[Task input]
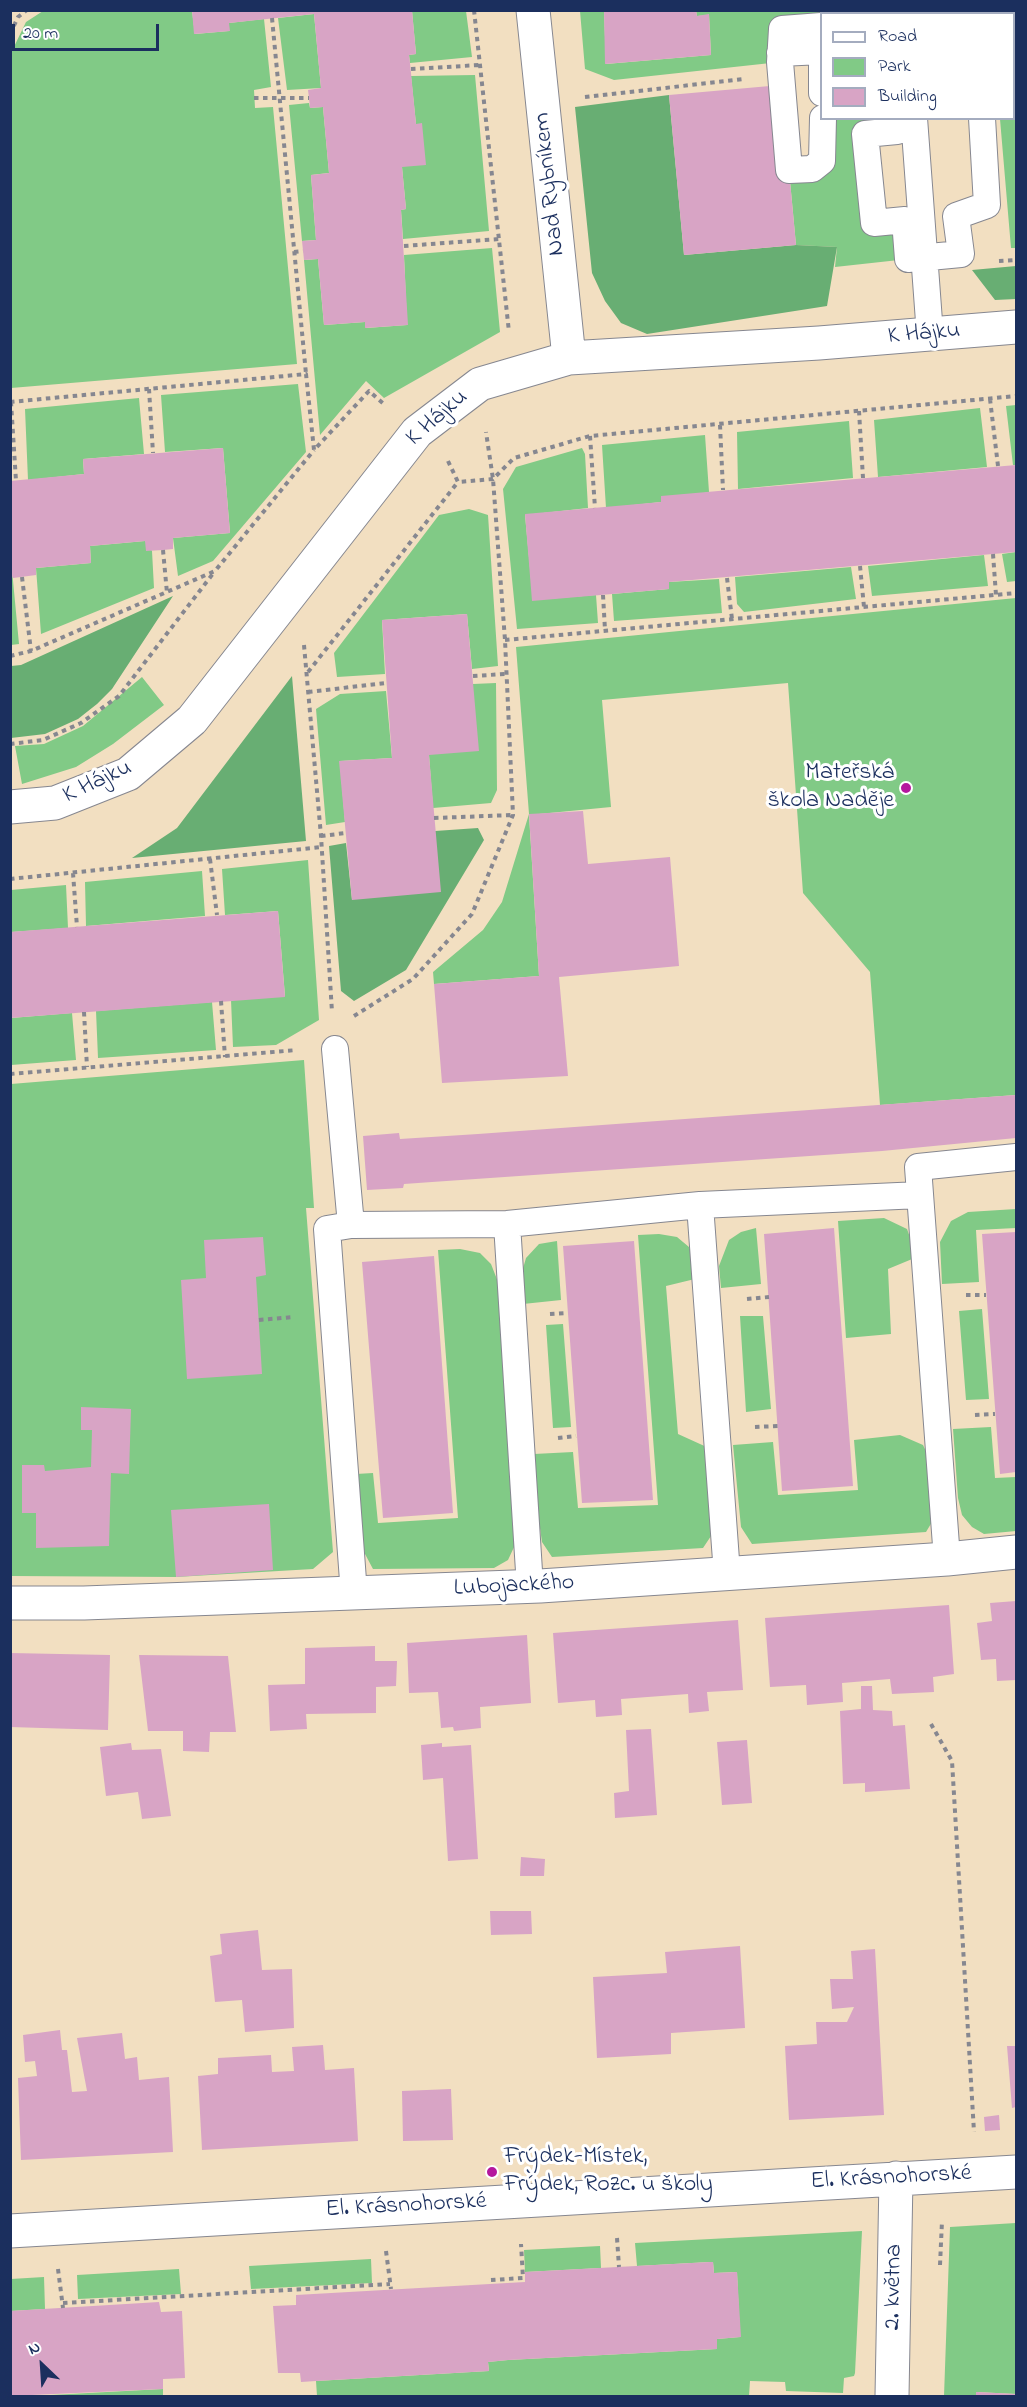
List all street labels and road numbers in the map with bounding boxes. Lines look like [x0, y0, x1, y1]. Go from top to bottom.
street label: Nad Rybníkem [529, 111, 573, 257]
street label: K Hájku [887, 317, 961, 353]
street label: K Hájku [401, 384, 475, 454]
street label: K Hájku [59, 755, 137, 811]
street label: Lubojackého [453, 1569, 575, 1605]
street label: El. Krásnohorské [810, 2160, 972, 2198]
street label: El. Krásnohorské [325, 2188, 487, 2226]
street label: 2. května [880, 2244, 910, 2330]

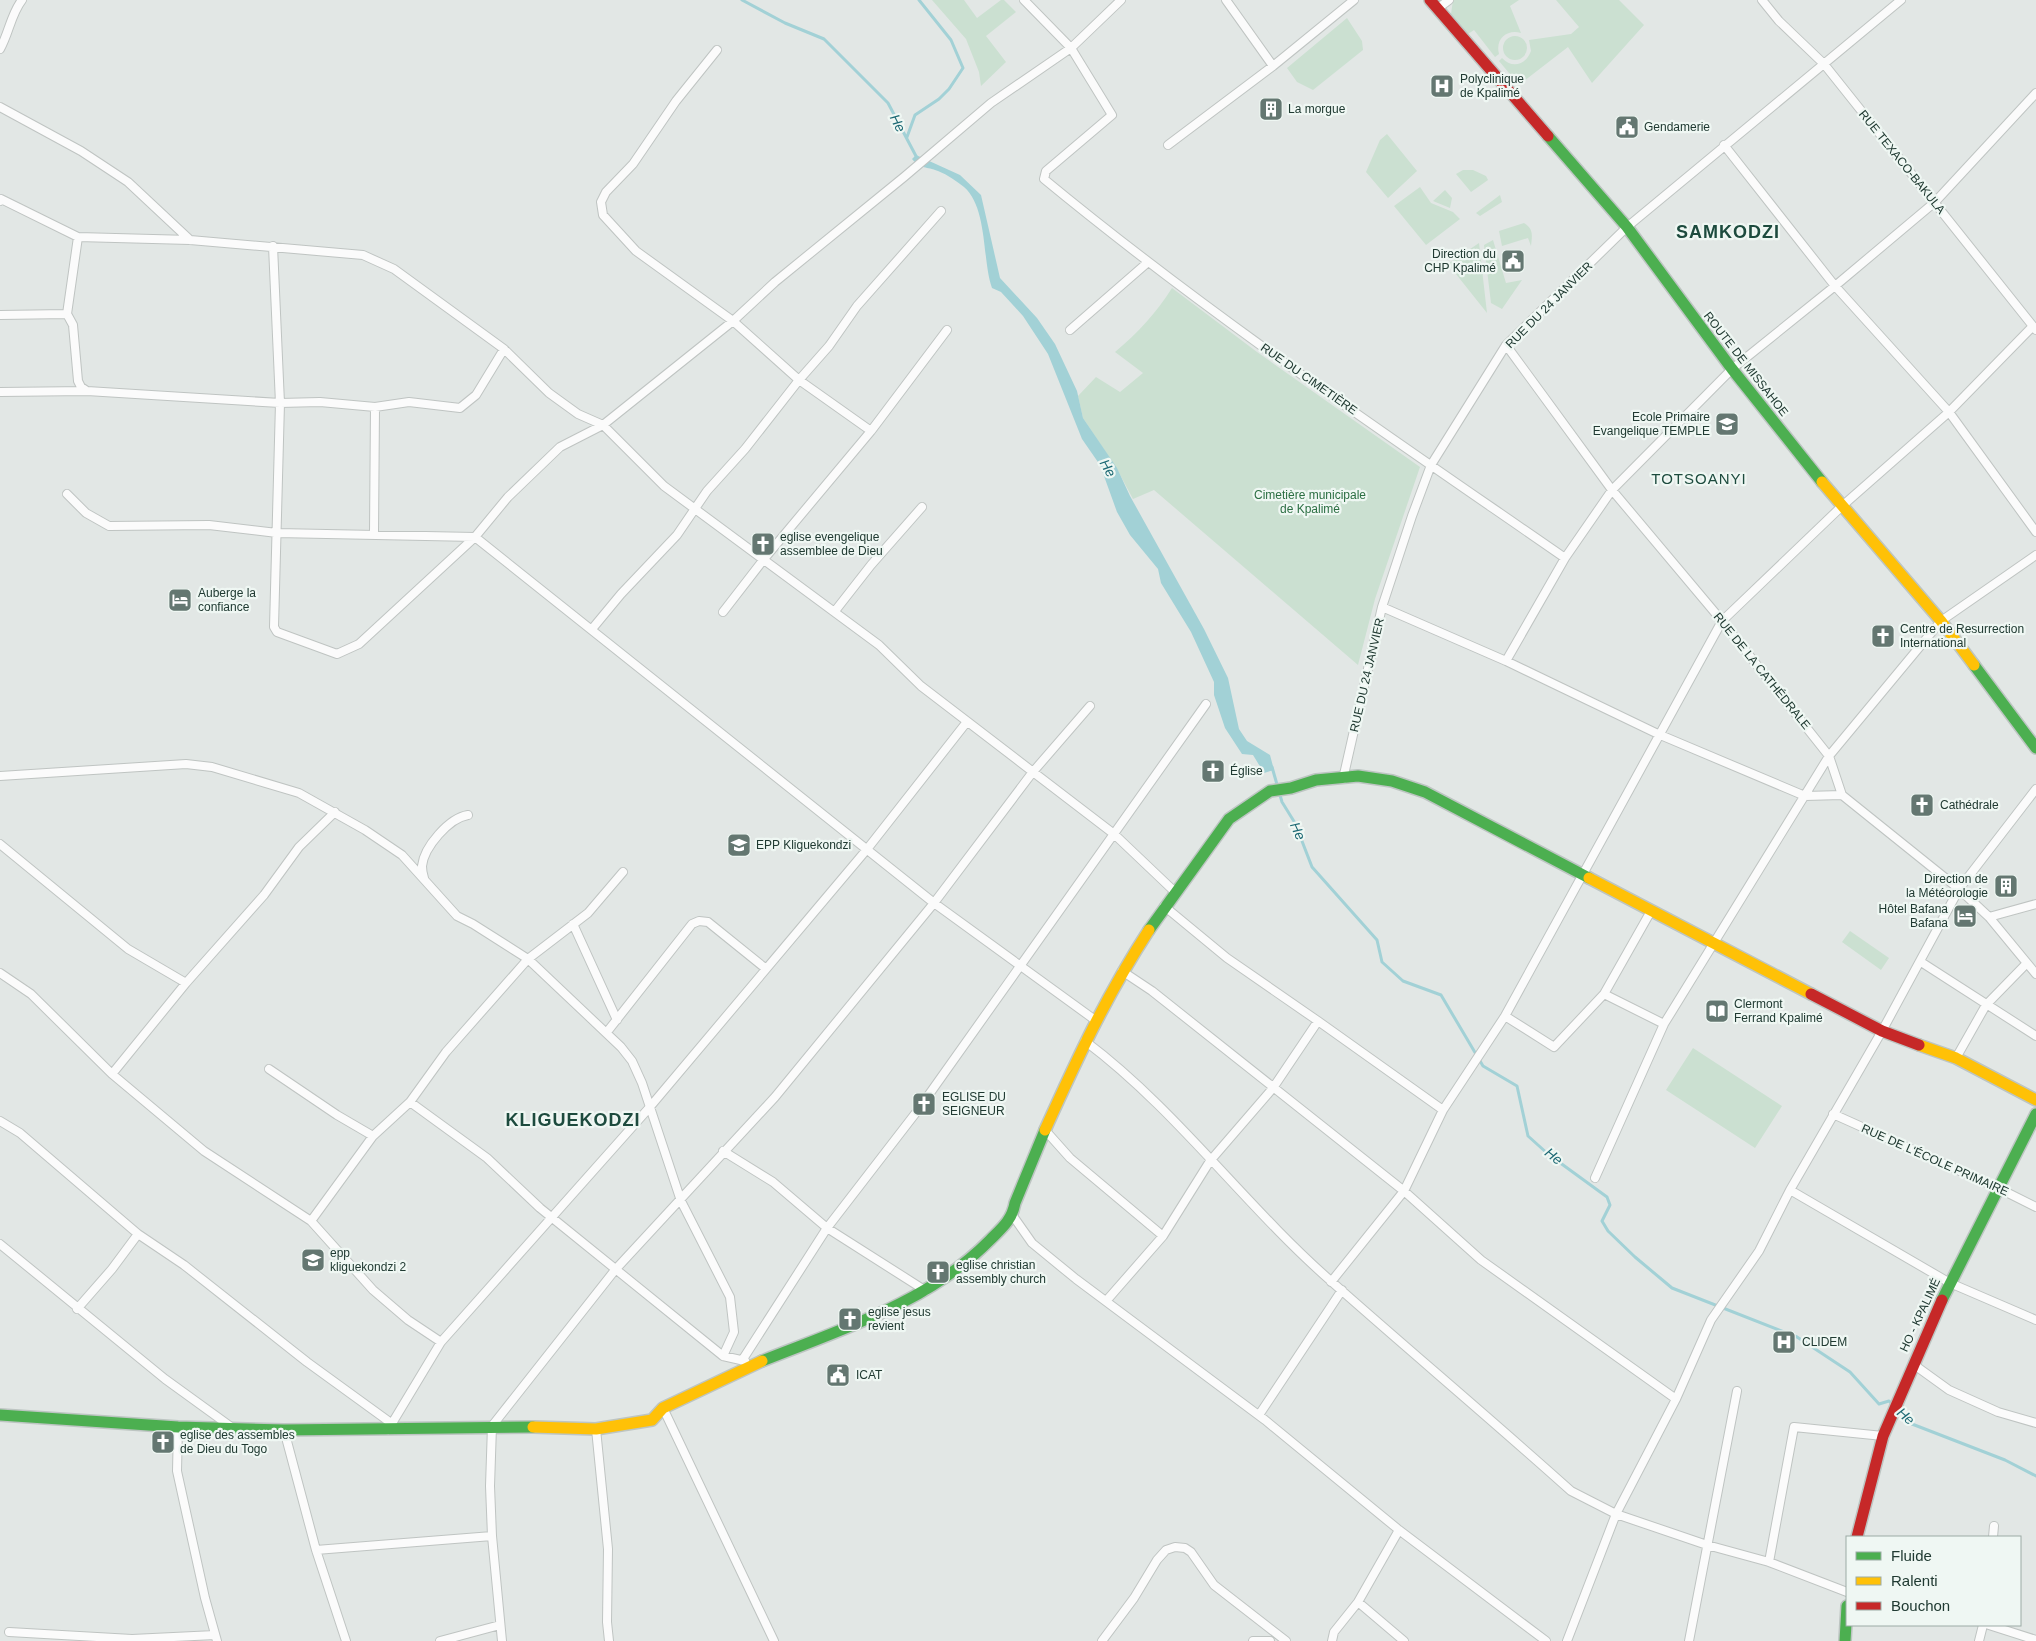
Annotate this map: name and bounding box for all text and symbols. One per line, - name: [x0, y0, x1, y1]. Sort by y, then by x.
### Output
- place label: Polyclinique de Kpalimé: [1460, 72, 1524, 100]
- hospital icon: Polyclinique de Kpalimé: [1429, 73, 1455, 99]
- building icon: La morgue: [1258, 96, 1284, 122]
- place label: La morgue: [1288, 102, 1346, 116]
- street label: RUE TEXACO-BAKULA: [1856, 107, 1948, 217]
- water label: He: [887, 111, 909, 135]
- public building icon: Gendamerie: [1614, 114, 1640, 140]
- place label: Gendamerie: [1644, 120, 1710, 134]
- district label: SAMKODZI: [1676, 222, 1780, 242]
- place label: Direction du CHP Kpalimé: [1424, 247, 1496, 275]
- public building icon: Direction du CHP Kpalimé: [1500, 248, 1526, 274]
- street label: RUE DU 24 JANVIER: [1503, 259, 1595, 351]
- street label: ROUTE DE MISSAHOE: [1701, 309, 1791, 419]
- street label: RUE DU CIMETIÈRE: [1258, 340, 1361, 418]
- place label: Ecole Primaire Evangelique TEMPLE: [1593, 410, 1710, 438]
- school or university icon: Ecole Primaire Evangelique TEMPLE: [1714, 411, 1740, 437]
- water label: He: [1097, 456, 1120, 480]
- district label: TOTSOANYI: [1651, 470, 1747, 487]
- park label: Cimetière municipale de Kpalimé: [1254, 488, 1366, 516]
- place label: eglise evengelique assemblee de Dieu: [780, 530, 883, 558]
- church icon: eglise evengelique assemblee de Dieu: [750, 531, 776, 557]
- place label: Auberge la confiance: [198, 586, 256, 614]
- hotel icon: Auberge la confiance: [167, 587, 193, 613]
- street label: RUE DE LA CATHÉDRALE: [1711, 609, 1814, 732]
- street label: RUE DU 24 JANVIER: [1347, 616, 1387, 733]
- place label: Centre de Resurrection International: [1900, 622, 2024, 650]
- church icon: Centre de Resurrection International: [1870, 623, 1896, 649]
- church icon: Église: [1200, 758, 1226, 784]
- place label: Église: [1230, 763, 1263, 778]
- church icon: Cathédrale: [1909, 792, 1935, 818]
- place label: Cathédrale: [1940, 798, 1999, 812]
- water label: He: [1287, 820, 1309, 843]
- school or university icon: EPP Kliguekondzi: [726, 832, 752, 858]
- place label: EPP Kliguekondzi: [756, 838, 851, 852]
- place label: Direction de la Météorologie: [1906, 872, 1988, 900]
- building icon: Direction de la Météorologie: [1993, 873, 2019, 899]
- place label: Hôtel Bafana Bafana: [1879, 902, 1948, 930]
- hotel icon: Hôtel Bafana Bafana: [1952, 903, 1978, 929]
- place label: Clermont Ferrand Kpalimé: [1734, 997, 1823, 1025]
- library icon: Clermont Ferrand Kpalimé: [1704, 998, 1730, 1024]
- place label: EGLISE DU SEIGNEUR: [942, 1090, 1006, 1118]
- church icon: EGLISE DU SEIGNEUR: [911, 1091, 937, 1117]
- district label: KLIGUEKODZI: [506, 1110, 641, 1130]
- street label: RUE DE L'ÉCOLE PRIMAIRE: [1859, 1120, 2011, 1199]
- water label: He: [1542, 1144, 1566, 1168]
- place label: epp kliguekondzi 2: [330, 1246, 406, 1274]
- school or university icon: epp kliguekondzi 2: [300, 1247, 326, 1273]
- place label: eglise christian assembly church: [956, 1258, 1046, 1286]
- church icon: eglise christian assembly church: [925, 1259, 951, 1285]
- street label: HO - KPALIMÉ: [1896, 1275, 1943, 1354]
- place label: eglise jesus revient: [868, 1305, 931, 1333]
- church icon: eglise jesus revient: [837, 1306, 863, 1332]
- hospital icon: CLIDEM: [1771, 1329, 1797, 1355]
- place label: CLIDEM: [1802, 1335, 1847, 1349]
- public building icon: ICAT: [825, 1362, 851, 1388]
- place label: ICAT: [856, 1368, 883, 1382]
- water label: He: [1894, 1404, 1918, 1428]
- place label: eglise des assembles de Dieu du Togo: [180, 1428, 295, 1456]
- church icon: eglise des assembles de Dieu du Togo: [150, 1429, 176, 1455]
- legend: [1846, 1536, 2021, 1626]
- text: Fluide: [1891, 1547, 1932, 1564]
- text: Ralenti: [1891, 1572, 1938, 1589]
- text: Bouchon: [1891, 1597, 1950, 1614]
[/Task input]
Prompt:
What you should return is the exact text of every line from the top of the entries through the line with "Annotate this map: name", pictures removed.

Task result:
List all street labels and road numbers in the map with bounding boxes. Lines look like [x0, y0, x1, y1]. Go from top to bottom.
street label: Nad Rybníkem [529, 111, 573, 257]
street label: K Hájku [887, 317, 961, 353]
street label: K Hájku [401, 384, 475, 454]
street label: K Hájku [59, 755, 137, 811]
street label: Lubojackého [453, 1569, 575, 1605]
street label: El. Krásnohorské [810, 2160, 972, 2198]
street label: El. Krásnohorské [325, 2188, 487, 2226]
street label: 2. května [880, 2244, 910, 2330]

Annotate this map: name and bounding box for all text and symbols. One per line, - name: [x0, y0, x1, y1]. Sort by y, then by x.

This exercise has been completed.